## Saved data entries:

──────────

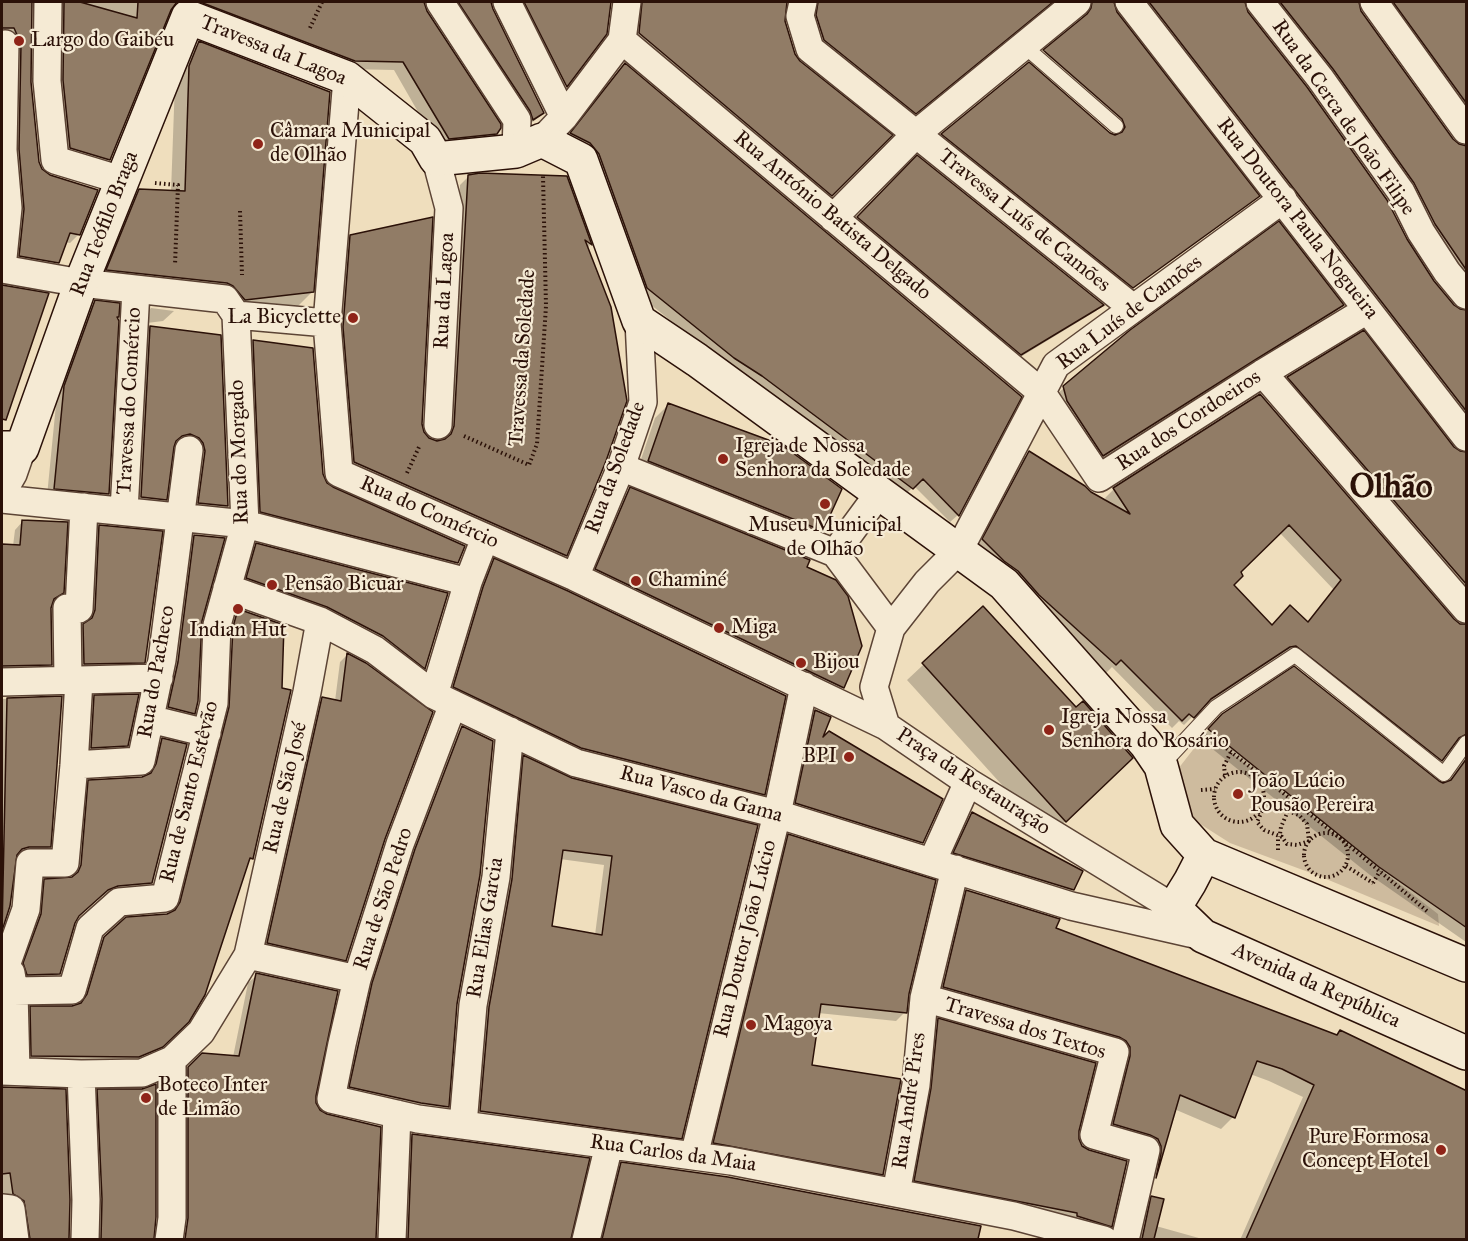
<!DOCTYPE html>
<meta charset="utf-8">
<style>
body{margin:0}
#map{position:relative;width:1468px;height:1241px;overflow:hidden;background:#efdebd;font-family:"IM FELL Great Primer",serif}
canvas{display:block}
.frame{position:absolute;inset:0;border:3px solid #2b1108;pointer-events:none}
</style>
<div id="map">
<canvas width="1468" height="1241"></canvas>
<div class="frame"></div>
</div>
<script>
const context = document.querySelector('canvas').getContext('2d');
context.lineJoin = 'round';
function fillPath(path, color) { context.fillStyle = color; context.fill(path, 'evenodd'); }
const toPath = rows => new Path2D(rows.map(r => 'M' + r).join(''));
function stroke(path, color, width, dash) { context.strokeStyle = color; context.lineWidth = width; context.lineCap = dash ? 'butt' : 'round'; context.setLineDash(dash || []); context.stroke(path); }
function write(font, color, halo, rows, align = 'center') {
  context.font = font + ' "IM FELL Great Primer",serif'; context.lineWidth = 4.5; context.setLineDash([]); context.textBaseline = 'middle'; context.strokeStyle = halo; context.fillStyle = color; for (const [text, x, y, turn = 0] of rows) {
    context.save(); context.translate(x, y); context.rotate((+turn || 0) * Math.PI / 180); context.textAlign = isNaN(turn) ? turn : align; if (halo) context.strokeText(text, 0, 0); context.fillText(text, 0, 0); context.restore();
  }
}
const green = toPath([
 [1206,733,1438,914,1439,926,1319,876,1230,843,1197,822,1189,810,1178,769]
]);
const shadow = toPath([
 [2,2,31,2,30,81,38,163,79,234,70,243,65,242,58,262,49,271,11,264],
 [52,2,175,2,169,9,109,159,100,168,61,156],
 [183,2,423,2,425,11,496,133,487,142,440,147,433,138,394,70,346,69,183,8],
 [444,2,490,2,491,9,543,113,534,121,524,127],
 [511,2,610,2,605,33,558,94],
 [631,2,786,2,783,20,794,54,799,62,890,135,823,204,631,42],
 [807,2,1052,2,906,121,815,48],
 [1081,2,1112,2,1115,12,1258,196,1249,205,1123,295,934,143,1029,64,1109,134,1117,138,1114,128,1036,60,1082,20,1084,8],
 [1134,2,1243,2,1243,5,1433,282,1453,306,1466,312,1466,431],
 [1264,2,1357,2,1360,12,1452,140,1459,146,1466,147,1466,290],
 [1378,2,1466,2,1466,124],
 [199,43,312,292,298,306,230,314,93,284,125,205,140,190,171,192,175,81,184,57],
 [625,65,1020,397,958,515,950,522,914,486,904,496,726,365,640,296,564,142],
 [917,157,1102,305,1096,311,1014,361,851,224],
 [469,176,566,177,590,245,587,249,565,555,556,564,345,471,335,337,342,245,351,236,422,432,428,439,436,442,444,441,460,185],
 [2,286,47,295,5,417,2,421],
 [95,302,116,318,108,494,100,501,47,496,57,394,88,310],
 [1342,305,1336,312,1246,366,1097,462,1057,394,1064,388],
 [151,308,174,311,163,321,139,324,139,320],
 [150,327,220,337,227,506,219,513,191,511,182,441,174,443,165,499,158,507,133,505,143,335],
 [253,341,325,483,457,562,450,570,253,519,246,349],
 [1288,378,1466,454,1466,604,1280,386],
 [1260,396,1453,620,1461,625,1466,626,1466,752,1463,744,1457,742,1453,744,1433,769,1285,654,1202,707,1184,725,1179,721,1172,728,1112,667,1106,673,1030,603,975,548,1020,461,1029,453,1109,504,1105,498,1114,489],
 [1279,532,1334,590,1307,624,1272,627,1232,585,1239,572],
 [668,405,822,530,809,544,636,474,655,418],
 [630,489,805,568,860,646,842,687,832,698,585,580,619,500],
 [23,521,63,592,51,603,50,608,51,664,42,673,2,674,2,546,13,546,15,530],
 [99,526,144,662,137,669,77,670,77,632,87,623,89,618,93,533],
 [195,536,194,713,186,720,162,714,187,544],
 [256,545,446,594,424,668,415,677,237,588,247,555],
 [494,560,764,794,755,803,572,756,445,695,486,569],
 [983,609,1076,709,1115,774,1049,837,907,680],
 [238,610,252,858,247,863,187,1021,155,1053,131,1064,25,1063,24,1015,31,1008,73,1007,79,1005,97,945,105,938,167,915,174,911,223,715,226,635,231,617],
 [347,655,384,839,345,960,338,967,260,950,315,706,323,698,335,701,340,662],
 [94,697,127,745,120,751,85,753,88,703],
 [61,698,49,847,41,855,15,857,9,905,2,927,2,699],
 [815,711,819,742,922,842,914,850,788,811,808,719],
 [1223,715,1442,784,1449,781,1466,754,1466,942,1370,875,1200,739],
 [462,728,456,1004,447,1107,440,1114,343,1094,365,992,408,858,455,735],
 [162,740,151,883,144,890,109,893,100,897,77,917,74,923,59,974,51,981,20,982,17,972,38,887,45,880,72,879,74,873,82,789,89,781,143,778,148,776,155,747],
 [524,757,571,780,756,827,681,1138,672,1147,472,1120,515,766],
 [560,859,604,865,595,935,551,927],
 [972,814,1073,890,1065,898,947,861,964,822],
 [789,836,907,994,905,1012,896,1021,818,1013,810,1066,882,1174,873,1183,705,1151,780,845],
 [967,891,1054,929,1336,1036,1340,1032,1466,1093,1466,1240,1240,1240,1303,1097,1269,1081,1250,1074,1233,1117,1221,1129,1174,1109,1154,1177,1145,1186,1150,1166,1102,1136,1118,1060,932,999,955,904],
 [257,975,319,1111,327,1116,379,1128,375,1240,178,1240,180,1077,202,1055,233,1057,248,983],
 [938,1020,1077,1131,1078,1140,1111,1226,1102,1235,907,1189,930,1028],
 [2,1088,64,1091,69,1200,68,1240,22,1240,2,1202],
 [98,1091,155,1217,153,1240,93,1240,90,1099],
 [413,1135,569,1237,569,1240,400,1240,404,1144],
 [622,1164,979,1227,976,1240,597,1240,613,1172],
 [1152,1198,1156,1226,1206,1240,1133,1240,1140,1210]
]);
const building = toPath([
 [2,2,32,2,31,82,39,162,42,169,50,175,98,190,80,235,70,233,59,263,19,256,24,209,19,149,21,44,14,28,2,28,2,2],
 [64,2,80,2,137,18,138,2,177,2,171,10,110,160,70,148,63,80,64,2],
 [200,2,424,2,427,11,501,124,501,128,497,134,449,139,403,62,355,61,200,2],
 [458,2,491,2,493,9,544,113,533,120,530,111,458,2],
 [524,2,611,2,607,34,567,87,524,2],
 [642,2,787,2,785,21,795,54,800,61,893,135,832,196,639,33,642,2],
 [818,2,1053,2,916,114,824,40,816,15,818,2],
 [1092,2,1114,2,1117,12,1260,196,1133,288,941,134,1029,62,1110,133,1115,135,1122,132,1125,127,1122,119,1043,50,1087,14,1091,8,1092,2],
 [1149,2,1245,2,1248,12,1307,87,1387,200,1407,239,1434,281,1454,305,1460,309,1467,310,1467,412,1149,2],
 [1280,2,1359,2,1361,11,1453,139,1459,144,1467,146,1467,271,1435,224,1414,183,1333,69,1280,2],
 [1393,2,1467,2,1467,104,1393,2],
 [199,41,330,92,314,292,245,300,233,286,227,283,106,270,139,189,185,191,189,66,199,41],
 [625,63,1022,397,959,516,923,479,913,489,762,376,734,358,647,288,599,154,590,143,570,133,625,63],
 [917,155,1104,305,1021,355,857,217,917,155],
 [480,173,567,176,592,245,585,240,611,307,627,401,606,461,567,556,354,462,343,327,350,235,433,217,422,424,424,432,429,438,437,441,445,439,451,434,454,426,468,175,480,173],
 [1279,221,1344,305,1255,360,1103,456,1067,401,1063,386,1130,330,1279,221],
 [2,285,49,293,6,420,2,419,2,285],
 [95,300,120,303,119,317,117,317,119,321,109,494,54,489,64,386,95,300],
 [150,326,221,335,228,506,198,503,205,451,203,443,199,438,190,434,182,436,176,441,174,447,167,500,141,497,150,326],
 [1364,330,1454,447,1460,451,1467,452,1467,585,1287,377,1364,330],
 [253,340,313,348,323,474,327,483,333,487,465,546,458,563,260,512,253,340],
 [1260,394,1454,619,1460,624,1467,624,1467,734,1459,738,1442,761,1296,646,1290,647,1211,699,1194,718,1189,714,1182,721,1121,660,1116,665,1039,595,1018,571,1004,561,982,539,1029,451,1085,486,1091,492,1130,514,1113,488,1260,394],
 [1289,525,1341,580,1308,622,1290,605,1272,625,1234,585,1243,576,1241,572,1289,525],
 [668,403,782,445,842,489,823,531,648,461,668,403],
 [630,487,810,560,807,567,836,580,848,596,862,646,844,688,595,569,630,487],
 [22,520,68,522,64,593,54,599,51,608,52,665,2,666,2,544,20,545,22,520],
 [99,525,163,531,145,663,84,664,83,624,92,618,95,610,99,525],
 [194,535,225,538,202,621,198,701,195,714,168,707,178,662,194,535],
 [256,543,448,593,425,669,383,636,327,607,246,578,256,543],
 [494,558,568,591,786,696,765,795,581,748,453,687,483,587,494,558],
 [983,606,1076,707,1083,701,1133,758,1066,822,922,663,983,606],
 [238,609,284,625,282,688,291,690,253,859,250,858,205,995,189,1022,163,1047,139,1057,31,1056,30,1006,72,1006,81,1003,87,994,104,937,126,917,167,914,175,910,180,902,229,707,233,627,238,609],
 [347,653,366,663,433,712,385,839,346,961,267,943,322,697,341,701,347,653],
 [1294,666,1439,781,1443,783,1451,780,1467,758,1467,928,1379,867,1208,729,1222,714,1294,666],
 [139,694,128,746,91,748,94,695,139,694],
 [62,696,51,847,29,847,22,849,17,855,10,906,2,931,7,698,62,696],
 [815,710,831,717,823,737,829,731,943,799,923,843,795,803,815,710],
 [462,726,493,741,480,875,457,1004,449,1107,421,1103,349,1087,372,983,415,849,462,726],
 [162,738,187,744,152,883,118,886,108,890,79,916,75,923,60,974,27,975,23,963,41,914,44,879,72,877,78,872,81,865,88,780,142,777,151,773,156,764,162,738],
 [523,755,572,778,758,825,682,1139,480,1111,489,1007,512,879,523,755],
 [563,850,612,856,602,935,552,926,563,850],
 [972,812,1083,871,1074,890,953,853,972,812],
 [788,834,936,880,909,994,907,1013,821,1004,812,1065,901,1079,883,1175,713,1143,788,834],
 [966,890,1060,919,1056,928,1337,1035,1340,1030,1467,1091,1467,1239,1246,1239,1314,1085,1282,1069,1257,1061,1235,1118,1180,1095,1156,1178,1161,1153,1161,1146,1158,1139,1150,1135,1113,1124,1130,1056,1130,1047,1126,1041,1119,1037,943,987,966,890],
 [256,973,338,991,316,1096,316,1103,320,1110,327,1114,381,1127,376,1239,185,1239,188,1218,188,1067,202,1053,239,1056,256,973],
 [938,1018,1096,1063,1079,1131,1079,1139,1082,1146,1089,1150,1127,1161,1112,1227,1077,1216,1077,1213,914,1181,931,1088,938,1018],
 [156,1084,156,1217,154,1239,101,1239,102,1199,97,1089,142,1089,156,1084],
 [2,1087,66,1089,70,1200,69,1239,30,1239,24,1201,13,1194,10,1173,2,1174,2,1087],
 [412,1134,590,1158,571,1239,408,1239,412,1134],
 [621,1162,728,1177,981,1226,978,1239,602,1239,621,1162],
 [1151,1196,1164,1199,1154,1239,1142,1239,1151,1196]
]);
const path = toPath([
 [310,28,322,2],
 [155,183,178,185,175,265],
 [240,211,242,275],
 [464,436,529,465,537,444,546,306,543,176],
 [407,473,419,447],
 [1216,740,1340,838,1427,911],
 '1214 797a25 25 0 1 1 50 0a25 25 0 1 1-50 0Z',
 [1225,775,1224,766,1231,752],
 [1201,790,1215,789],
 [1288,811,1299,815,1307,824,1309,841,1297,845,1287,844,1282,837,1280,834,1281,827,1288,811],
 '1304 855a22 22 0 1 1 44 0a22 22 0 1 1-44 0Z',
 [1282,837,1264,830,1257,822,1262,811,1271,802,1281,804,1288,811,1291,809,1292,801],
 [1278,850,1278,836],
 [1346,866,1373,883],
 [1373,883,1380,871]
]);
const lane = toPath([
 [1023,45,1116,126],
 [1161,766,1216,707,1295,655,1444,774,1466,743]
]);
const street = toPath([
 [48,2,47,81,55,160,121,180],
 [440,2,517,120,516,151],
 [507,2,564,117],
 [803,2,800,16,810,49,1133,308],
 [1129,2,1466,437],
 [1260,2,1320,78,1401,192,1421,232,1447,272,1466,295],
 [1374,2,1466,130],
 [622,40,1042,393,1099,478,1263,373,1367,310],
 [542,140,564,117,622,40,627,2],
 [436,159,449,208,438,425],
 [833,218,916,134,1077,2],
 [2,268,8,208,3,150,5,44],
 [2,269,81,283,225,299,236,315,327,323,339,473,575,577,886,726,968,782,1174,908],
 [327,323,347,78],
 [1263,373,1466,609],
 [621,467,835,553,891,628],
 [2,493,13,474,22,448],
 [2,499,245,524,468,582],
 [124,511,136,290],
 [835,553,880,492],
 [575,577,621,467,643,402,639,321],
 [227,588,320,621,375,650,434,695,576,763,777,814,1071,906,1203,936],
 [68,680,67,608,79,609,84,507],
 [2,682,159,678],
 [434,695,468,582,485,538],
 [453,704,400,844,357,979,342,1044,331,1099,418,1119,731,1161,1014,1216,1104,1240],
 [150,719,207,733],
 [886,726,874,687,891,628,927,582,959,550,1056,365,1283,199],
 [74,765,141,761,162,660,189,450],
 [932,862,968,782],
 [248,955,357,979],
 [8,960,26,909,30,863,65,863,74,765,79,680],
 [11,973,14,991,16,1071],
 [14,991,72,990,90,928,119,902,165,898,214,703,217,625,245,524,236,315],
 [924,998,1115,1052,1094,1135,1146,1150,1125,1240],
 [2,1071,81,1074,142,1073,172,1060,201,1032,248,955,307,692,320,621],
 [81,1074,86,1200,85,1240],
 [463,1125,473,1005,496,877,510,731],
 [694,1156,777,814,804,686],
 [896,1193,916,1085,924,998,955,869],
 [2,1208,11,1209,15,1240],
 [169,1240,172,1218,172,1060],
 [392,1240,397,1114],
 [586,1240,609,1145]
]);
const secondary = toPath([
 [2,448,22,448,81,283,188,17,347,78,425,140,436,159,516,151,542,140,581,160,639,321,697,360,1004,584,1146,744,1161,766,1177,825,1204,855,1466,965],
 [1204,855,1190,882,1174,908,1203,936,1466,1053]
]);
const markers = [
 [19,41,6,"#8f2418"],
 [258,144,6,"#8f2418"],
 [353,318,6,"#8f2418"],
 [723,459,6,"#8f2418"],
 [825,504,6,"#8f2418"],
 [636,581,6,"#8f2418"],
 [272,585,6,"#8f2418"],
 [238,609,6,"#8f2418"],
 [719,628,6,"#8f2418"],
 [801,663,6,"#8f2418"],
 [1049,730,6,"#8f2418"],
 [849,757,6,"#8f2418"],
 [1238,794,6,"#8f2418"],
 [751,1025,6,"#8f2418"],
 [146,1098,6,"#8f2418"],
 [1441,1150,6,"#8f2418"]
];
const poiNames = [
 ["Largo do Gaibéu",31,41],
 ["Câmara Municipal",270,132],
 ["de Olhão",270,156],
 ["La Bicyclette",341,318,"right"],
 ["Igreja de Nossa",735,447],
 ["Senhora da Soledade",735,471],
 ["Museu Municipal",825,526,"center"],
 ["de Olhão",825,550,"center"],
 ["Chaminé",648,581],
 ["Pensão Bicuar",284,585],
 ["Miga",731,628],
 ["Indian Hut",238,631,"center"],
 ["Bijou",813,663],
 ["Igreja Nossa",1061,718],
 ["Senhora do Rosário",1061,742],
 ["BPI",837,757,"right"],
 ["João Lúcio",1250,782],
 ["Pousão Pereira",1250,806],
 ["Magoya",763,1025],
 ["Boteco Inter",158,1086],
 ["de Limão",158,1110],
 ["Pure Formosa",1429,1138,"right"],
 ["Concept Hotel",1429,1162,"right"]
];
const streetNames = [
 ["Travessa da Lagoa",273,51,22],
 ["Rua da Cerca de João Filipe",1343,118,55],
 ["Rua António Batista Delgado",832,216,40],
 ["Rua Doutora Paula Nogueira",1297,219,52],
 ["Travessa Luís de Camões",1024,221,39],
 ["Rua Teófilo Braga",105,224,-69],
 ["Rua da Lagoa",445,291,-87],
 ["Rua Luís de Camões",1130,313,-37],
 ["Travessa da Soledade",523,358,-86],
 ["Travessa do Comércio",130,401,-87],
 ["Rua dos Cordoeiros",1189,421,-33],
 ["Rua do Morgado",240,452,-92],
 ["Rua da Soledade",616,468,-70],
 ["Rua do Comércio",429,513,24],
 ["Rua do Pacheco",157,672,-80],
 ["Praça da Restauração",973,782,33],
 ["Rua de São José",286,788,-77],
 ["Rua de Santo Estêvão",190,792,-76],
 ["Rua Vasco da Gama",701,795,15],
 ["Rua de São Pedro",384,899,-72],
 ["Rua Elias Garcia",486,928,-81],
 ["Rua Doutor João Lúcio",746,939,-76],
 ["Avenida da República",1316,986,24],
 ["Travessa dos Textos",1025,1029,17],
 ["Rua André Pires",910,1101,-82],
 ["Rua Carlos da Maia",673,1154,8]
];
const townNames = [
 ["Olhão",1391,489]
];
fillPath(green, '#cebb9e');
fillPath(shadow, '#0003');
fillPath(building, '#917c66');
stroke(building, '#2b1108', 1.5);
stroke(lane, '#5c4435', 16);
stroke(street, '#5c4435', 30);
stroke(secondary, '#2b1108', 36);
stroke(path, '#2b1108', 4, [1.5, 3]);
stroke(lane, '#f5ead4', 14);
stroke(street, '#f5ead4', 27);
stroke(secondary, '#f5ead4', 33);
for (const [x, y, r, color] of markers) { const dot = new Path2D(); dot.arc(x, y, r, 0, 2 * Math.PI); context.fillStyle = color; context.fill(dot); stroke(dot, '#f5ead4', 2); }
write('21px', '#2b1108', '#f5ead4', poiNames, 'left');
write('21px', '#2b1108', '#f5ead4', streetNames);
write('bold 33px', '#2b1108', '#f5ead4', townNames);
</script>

──────────

## Your instructions:
State how many lines in the entries hold "halo". Nothing should come before or after the number.

## The answer:
3